DATASET ENTRIES:
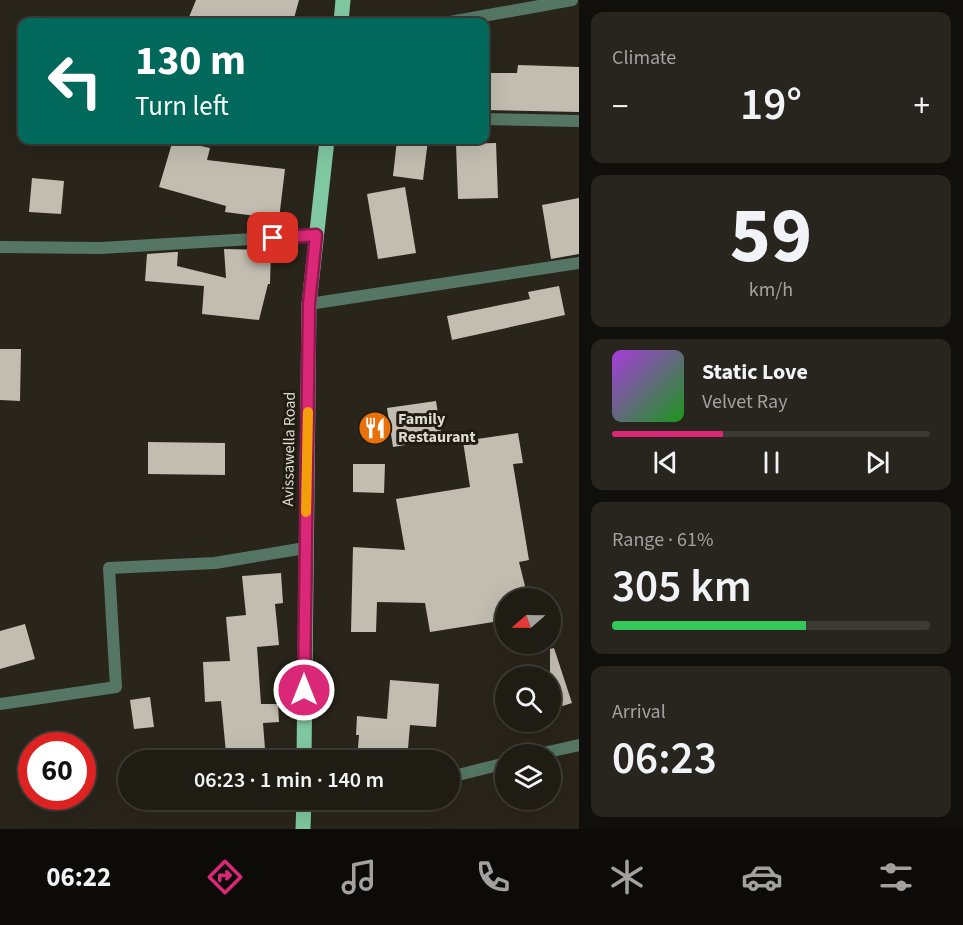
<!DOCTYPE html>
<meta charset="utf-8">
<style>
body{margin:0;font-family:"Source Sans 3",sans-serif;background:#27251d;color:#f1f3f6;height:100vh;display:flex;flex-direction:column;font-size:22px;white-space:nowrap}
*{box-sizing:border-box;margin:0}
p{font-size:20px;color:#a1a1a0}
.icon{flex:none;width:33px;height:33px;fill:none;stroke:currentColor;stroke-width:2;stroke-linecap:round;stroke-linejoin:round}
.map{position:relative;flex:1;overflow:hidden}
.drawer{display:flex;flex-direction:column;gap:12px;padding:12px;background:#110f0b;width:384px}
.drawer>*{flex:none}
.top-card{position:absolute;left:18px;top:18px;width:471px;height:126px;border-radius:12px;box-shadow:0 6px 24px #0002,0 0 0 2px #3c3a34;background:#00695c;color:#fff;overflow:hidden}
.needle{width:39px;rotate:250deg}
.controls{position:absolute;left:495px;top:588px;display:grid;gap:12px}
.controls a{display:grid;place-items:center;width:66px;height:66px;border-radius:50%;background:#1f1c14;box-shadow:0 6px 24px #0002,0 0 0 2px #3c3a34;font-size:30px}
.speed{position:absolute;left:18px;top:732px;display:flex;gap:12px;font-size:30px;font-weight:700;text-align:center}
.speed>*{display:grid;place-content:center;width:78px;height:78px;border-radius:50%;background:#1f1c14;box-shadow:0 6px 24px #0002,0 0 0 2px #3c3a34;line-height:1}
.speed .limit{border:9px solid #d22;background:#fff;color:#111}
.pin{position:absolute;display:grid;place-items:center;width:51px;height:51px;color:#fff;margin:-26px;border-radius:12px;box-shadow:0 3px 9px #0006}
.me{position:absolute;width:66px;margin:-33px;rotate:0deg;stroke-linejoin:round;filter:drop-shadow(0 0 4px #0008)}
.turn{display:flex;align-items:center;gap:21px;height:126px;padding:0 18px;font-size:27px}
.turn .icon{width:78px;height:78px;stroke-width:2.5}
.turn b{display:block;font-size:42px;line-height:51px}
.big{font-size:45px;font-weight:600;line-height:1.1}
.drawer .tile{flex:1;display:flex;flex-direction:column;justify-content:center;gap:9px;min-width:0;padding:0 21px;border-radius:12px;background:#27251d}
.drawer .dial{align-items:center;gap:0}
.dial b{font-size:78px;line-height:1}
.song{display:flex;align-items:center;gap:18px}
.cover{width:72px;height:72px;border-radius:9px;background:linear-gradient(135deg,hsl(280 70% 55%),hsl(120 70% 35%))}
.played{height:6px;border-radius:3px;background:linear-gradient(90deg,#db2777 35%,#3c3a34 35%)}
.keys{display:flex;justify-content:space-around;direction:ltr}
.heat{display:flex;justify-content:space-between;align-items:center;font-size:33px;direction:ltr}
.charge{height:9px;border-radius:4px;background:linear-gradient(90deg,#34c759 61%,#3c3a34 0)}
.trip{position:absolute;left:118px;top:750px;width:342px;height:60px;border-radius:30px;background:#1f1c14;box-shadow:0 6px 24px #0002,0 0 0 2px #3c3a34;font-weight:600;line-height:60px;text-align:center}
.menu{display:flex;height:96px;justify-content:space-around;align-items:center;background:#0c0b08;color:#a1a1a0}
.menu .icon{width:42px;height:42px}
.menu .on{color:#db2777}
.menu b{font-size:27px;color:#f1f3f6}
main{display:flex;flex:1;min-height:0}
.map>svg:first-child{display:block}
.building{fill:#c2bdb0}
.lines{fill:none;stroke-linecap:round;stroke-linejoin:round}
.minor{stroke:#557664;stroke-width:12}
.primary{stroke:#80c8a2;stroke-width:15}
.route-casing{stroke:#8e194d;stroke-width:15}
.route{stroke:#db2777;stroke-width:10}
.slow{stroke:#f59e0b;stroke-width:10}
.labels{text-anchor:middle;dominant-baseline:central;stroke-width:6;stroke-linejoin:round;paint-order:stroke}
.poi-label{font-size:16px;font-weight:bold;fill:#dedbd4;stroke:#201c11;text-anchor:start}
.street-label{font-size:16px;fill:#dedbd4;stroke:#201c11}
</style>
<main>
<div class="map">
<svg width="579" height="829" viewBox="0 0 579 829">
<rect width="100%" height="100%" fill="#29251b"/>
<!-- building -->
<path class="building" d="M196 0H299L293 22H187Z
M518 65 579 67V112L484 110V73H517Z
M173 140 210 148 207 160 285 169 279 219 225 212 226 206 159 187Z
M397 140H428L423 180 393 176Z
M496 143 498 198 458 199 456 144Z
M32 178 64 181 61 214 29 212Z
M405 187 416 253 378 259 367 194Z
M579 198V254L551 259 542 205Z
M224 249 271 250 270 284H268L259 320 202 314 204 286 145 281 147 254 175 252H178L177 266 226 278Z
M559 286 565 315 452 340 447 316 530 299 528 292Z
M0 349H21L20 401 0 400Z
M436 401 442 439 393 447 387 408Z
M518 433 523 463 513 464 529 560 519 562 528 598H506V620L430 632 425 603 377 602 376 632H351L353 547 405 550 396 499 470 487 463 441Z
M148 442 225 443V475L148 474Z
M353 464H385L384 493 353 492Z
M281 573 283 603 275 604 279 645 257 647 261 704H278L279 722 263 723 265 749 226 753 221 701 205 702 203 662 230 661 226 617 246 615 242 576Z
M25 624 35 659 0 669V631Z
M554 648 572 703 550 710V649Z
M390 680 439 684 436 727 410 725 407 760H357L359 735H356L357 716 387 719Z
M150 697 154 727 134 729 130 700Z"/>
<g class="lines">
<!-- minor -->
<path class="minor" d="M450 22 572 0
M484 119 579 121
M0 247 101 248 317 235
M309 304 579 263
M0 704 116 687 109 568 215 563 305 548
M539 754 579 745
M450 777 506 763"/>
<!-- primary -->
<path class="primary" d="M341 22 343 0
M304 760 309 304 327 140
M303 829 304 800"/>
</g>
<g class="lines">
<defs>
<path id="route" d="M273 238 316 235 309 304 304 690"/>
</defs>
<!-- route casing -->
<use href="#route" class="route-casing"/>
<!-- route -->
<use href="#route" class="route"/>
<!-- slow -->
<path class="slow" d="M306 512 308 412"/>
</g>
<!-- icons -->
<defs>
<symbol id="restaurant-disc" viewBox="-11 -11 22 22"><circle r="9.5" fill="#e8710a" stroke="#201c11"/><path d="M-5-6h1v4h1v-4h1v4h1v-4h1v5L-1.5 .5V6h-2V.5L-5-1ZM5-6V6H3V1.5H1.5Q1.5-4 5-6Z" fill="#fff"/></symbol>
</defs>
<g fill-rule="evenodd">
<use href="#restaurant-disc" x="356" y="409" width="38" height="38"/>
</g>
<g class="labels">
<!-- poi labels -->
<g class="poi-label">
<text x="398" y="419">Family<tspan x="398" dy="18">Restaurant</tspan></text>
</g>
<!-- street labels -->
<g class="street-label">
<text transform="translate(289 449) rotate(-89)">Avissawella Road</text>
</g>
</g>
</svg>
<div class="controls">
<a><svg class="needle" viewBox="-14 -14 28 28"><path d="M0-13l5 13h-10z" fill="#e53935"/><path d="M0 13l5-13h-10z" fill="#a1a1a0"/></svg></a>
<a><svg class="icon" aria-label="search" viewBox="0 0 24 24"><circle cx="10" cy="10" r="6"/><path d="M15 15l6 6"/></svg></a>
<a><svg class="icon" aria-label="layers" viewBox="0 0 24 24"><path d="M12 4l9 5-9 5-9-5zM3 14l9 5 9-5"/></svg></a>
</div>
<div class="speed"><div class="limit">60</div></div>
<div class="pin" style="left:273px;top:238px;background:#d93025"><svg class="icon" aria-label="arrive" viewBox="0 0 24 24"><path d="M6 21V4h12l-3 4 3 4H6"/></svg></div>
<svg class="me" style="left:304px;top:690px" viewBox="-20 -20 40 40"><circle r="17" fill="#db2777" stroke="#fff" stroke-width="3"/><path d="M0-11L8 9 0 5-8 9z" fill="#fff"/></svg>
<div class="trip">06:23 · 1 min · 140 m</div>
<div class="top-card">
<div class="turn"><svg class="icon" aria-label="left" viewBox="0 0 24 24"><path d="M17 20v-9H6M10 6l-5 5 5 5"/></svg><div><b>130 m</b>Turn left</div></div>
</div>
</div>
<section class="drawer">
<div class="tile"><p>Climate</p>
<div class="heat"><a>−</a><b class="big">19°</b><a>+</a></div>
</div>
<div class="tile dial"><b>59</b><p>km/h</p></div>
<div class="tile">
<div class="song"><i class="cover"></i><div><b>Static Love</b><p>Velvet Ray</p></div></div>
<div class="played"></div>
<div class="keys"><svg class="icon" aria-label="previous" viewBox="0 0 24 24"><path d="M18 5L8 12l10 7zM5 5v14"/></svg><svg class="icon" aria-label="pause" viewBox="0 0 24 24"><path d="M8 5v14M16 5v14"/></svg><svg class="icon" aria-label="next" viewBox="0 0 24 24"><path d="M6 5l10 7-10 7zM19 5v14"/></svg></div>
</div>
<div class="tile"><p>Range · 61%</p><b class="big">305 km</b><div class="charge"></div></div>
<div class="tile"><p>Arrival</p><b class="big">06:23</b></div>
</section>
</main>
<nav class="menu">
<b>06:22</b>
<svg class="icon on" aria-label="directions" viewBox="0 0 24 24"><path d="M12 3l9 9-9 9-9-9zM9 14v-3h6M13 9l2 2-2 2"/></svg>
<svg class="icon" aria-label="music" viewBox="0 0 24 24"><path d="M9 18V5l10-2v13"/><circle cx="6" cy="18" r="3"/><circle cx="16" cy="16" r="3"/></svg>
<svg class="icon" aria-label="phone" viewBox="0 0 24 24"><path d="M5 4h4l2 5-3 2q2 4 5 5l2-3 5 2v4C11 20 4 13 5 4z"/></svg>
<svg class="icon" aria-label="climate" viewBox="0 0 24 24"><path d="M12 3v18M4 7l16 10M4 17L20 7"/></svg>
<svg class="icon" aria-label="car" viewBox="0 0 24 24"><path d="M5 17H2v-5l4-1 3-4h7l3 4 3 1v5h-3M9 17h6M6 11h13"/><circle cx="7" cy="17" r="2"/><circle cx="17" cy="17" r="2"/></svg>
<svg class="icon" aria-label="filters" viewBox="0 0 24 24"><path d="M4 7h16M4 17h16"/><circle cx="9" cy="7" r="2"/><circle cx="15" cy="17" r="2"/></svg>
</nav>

TASK BRIEF:
Copy each line of the records that contains the word "linecap".

COMPLETED EXERCISE:
.icon{flex:none;width:33px;height:33px;fill:none;stroke:currentColor;stroke-width:2;stroke-linecap:round;stroke-linejoin:round}
.lines{fill:none;stroke-linecap:round;stroke-linejoin:round}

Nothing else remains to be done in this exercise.